Since 2009, there have been several lawsuits filed in regard to alleged financial
malfeasance on the part of Barbara McKinzie, Alpha Kappa Alpha’s former national head. In the Illinois Circuit Court, sorority members brought suit in Shackelford v. Alpha Kappa Alpha and Purnell v. Alpha Kappa Alpha. In the District of Columbia, sorority members brought suit in Daley v. Alpha Kappa Alpha. In Daley, plaintiffs brought claims of waste, fraud, unjust enrichment, breach of fiduciary duty and wrongful discipline. Prior to filing a lawsuit, the plaintiffs had voiced their concerns at chapter meetings and within the organization. They sought to receive answers from sorority leadership, and when their inquiries were rebuffed they asked to inspect the sorority’s records to assuage their concerns. When they exhausted more amicable options, they initiated a lawsuit against the sorority and its officers and directors. In response, they then had their membership privileges suspended. In late 2011, the D.C. Court of Appeals remanded this case to the D.C. Superior Court for further resolution of the matter (4).
Indeed, there are vast distinctions between brutalizing someone and stealing from one’s fraternity brothers or sorority sisters. There are, however, disturbing commonalities as well. First, they both emerge from a culture of secrecy, rule and law violation, and often persecution of whistle-blowers for “airing the organization’s dirty laundry.” Second, both involve the same set of excuses: “It’s some other member’s fault,” “If the victim(s) didn’t tell, the organization wouldn’t have this problem,” “I’m not the first to do this; it reflects a broader culture and not my own poor judgment,” or “the only reason we know about this incident is because there are people with personal agendas, being vindictive.” While hazing is undeniably far more prevalent than financial malfeasance within BGLOs, the cases brought by BGLO members against their organizations underscore the adage, “where there’s smoke, there’s fire.” The reason that there are far-fewer than a handful of court cases against BGLOs or their leaders for financial malfeasance is only because non-members, those with less compunction to “air dirty laundry about the organizations” than members, are not being directly harmed. Moreover, members who are in-the-know often do not want to harm their organization by taking the matter public or are fearful of being suspended or expelled and ultimately having deep fraternal ties — often intertwined with familial and professional relationships — undermined.

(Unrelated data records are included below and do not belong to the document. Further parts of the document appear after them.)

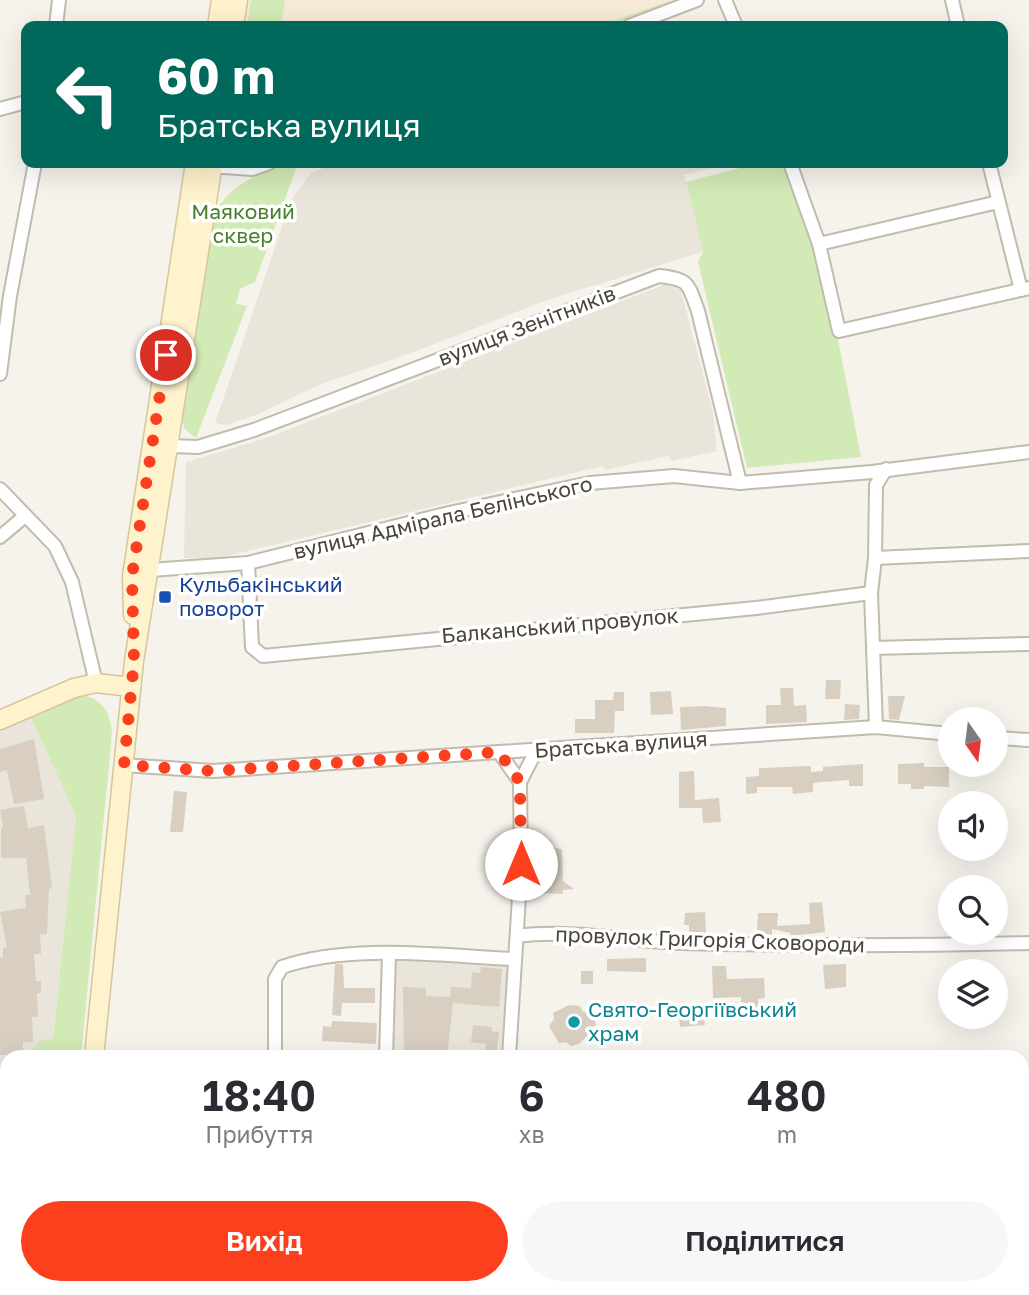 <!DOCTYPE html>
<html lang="uk">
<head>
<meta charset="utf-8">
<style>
  :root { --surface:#fff; --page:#f7f7f7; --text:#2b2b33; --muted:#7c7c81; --accent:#fc3f1d }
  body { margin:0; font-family:"Golos Text",sans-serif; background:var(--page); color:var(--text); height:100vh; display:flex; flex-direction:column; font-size:26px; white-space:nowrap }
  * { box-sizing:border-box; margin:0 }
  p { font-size:23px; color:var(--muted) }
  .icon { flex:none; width:38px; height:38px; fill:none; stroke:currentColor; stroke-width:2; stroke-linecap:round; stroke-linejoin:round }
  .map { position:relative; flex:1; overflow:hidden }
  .drawer { position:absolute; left:0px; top:1050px; width:1029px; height:245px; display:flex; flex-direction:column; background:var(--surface); border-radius:21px 21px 0 0; box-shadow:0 7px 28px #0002 }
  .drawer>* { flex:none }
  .guide { position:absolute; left:21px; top:21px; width:987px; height:147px; border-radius:14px; box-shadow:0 7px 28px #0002; background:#00695c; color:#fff; overflow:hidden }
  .needle { width:46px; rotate:166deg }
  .tools { position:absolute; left:938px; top:707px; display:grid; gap:14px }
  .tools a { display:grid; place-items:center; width:70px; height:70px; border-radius:50%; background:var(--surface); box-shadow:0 7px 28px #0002; font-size:35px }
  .pin { position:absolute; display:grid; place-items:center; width:60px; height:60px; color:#fff; margin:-30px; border:4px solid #fff; border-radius:50%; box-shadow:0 2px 7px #0007 }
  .me { position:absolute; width:77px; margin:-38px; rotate:0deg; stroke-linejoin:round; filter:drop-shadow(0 0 5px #0008) }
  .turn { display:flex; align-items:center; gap:24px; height:147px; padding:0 21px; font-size:32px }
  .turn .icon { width:91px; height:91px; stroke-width:2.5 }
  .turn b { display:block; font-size:49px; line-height:60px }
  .eta { display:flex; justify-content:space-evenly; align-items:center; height:119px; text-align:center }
  .eta b { font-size:42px; font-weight:600; line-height:49px }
  .cta { display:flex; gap:14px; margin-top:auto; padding:14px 21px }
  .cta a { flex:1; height:80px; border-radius:42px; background:var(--accent); color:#fff; font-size:28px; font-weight:600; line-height:80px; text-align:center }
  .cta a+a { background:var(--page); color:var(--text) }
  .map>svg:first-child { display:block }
  .residential { fill:#eae5da }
  .commercial { fill:#f7ead8 }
  .green { fill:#d2eab5 }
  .building { fill:#d8cfc1 }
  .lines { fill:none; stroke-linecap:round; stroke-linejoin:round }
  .street-casing { stroke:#c2bbae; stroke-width:16 }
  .secondary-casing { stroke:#d6c79b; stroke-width:21 }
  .street { stroke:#fff; stroke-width:12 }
  .secondary { stroke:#fff3cd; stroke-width:18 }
  .route { stroke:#fc3f1d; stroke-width:12; stroke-dasharray:0 21.6 }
  .transit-dot { fill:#1a4fb4; stroke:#fff; stroke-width:2.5 }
  .culture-dot { fill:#0f9aa8; stroke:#fff; stroke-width:2.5 }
  .labels { text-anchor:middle; stroke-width:7; stroke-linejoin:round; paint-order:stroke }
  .park-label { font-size:21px; fill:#4a7f2a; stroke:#fff }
  .street-label { font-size:21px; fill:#4b4439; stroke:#fff }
  .transit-label { font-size:21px; fill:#164399; stroke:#fff; text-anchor:start }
  .culture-label { font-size:21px; fill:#0d838f; stroke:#fff; text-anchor:start }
</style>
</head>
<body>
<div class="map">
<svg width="1029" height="1295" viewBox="0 0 1029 1295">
  <rect width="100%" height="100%" fill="#f6f3ec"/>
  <g class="residential">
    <polygon points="337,163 733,163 684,175 703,252 547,300 422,349 319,385 258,414 227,425 215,423 291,200 311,173"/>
    <polygon points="669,283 681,291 713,412 717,451 671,461 669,456 605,470 603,466 218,558 184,558 186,462 266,438"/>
    <polygon points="30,715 76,816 51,1057 7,1057 7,1288 46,1288 47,1295 0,1295 0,728"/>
    <polygon points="407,958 510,965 506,1057 392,1057 394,962"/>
    <polygon points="1029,1229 1029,1295 511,1295 511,1288 1022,1288 1022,1230"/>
    <polygon points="392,1288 504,1288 505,1295 392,1295"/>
  </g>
  <polygon class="commercial" points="245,0 679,0 611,26 241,26"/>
  <g class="green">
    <polygon points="251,0 285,0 281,26 247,26"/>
    <polygon points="670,1 671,3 611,26 598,26"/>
    <path d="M287 163H298L255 282 240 289 236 304 247 306 196 438 185 429 181 419 215 213C231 184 257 174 287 163Z"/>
    <polygon points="759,163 783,163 815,246 836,329 861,457 747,468 698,262 703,252 686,182"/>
    <path d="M74 696C98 692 111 711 112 733L81 1057H21L30 1053 39 1041 53 1040 76 816 30 715Z"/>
    <polygon points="25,1288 80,1288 80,1295 30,1295"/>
  </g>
  <g class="building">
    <polygon points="826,680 841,680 840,699 825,699"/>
    <polygon points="780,688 793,688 794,706 806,705 807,722 766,724 766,705 781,705"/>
    <polygon points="671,691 673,714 651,715 650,692"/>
    <polygon points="614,692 624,692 624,711 615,711 614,733 575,733 575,719 595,719 595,700 613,700"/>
    <polygon points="888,696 905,696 899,720 889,719"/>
    <polygon points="845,704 860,705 859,719 844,720"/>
    <polygon points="704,706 726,708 726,726 681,730 680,707"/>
    <polygon points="34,739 44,799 14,804 7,770 0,772 0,749"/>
    <polygon points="924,763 924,767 949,767 949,787 924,786 924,789 911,789 911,784 898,784 898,764"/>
    <polygon points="863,764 863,786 849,786 849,780 822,782 813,783 813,792 793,794 792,787 757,787 757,793 746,794 746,777 759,776 759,768 811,766 811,772 823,771 823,767"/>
    <polygon points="694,771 695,800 719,798 721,822 703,823 702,808 679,808 679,772"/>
    <polygon points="174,791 187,792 183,832 170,832"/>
    <polygon points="24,806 28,828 44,825 52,888 49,889 47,934 40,934 41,954 34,954 36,981 41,981 41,993 37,993 38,1017 32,1017 33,1042 23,1042 23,1055 0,1055 0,958 3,958 3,948 7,948 0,912 26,908 25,895 30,895 26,858 1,858 1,827 3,827 0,810"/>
    <polygon points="532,846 562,849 563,881 574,889 563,890 563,894 536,893 538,861 531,861"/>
    <polygon points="822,902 825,932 791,936 790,933 772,929 772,936 757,936 758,913 778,913 777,926 810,924 809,903"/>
    <polygon points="705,912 706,935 689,934 689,925 684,925 685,913"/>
    <polygon points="646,958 646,972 607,971 607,959"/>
    <polygon points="335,964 343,964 344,988 375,988 375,1003 342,1003 341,1016 332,1015"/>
    <polygon points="846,964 846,987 825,989 823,965"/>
    <polygon points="712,966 726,966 727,979 764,978 765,998 758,999 758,1010 741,1010 741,997 713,998"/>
    <polygon points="481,967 502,969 499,1007 453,1003 447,1057 404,1057 403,987 426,988 426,996 450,997 451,987 471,988 472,972 480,973"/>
    <rect x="581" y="971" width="12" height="13"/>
    <polygon points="703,1003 705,1025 680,1027 678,1005"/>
    <polygon points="569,1005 580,1006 583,1012 592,1012 596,1025 588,1030 587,1036 579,1044 571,1046 566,1042 559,1043 549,1026 554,1019 553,1013"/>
    <polygon points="332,1021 377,1023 376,1044 322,1041 323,1026 331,1027"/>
    <polygon points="473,1025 492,1027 492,1031 499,1032 496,1057 485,1057 486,1044 471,1042"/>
  </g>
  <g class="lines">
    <g class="street-casing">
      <g id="street">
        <polyline points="725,0 736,26"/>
        <polyline points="952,0 958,26"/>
        <polyline points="56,26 59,0"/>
        <polyline points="629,26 697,0"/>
        <polyline points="0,109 26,102"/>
        <polyline points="790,163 819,244 839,331 1029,288"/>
        <polyline points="989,163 1021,290"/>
        <polyline points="195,165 252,169 269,163"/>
        <polyline points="819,244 998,202"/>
        <polyline points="0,374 10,296 35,163"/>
        <path d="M170 446 198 447 254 430 659 276C690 279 688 284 698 311L740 483"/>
        <polyline points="0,489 55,546 72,582 96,683"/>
        <polyline points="0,537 25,516"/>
        <polyline points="875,558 1029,551"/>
        <polyline points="248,563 252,647 263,656 756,608 871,593"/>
        <polyline points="150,570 248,563 449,513 590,483 674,476 740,483 872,472 1029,452"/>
        <polyline points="873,648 1029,644"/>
        <polyline points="876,727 871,593 875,558 876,485 886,469"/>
        <polyline points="996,738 1029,740"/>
        <polyline points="499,752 520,782"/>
        <polyline points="123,765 213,771 876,727 950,734"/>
        <path d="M517 936C572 929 626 941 682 943 798 946 913 946 1029 943"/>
        <path d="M275 1057V979L282 967C351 943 443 956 515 959"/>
        <polyline points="386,1057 389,954"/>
        <polyline points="509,1057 521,865 520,782 536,751"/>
        <polyline points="1022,1078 1029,1078"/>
        <polyline points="1022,1228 1029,1227"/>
        <polyline points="280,1288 280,1295"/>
        <polyline points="387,1288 388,1295"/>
        <polyline points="507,1288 508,1295"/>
      </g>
    </g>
    <g class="secondary-casing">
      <g id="secondary">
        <polyline points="217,26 221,0"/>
        <polyline points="234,26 238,0"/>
        <polyline points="133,615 132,576 195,163"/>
        <polyline points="0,720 74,688 96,683 131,687"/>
        <polyline points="94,1057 134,661 213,163"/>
        <polyline points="92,1288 93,1295"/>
      </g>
    </g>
    <use href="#street" class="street"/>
    <use href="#secondary" class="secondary"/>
  </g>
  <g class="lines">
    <polyline class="route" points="166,355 132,576 134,661 124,765 213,771 499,752 520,782 521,864"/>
  </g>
  <rect class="transit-dot" x="158" y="590" width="14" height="14" rx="3.5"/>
  <circle class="culture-dot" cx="574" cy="1022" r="7"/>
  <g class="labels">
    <g class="park-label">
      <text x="243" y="219">Маяковий<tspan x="243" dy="24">сквер</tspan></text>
    </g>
    <g class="street-label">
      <text transform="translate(527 326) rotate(-21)" y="7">вулиця Зенітників</text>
      <text transform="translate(443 518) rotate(-13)" y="7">вулиця Адмірала Белінського</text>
      <text transform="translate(560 626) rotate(-5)" y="7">Балканський провулок</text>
      <text transform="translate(621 745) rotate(-4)" y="7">Братська вулиця</text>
      <text transform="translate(710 940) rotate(2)" y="7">провулок Григорія Сковороди</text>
    </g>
    <g class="transit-label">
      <text x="179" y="592">Кульбакінський<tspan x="179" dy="24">поворот</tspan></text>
    </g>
    <g class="culture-label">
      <text x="588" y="1017">Свято-Георгіївський<tspan x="588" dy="24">храм</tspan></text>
    </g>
  </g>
</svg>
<div class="tools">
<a><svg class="needle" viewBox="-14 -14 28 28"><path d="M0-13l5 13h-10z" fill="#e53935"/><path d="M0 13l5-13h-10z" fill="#7c7c81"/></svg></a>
<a><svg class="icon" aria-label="sound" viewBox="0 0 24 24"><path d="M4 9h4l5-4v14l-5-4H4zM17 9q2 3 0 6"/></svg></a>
<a><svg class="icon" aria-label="search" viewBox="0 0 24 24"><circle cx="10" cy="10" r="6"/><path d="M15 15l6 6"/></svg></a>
<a><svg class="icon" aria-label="layers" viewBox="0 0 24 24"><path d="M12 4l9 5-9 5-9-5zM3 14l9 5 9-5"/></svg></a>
</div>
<div class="pin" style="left:166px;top:355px;background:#d93025"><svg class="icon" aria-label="arrive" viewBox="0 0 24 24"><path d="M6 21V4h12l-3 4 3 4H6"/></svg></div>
<svg class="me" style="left:521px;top:864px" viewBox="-20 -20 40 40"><circle r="19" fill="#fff"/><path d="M0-13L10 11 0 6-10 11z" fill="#fc3f1d"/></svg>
<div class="guide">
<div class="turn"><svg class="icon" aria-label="left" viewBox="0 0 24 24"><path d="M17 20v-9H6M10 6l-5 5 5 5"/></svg><div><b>60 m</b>Братська вулиця</div></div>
</div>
<section class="drawer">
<div class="eta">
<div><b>18:40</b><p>Прибуття</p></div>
<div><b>6</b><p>хв</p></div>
<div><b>480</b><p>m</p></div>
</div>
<div class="cta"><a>Вихід</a><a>Поділитися</a></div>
</section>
</div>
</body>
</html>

The amazing asymmetry between how BGLOs deal with rule and law violation amongst their rank-and-file members, especially undergraduates, vis-à-vis national leaders, especially the national heads, is disconcerting. The organizations are not hesitant to aggressively go after Joe and Jane Member for hazing. For example, several BGLOs publish the names of suspended and expelled members — often for hazing — on their national websites. Others underscore the fact that they have and will look to the courts to address hazing within their ranks. Reverend Herman “Skip” Mason, the 33rd General President of Alpha Phi Alpha, noted in a December 2009 press release, “We will take every legal means at our disposal, both civil and criminal, to charge and bring to justice any person who commits a crime and tarnishes our good name in the process.” However, when it comes to the national boards of these organizations dealing with financial malfeasance among their national heads, little seems to be done — certainly not to the extent that organizational rules or the law might dictate. Or the organizations are simply slow to act.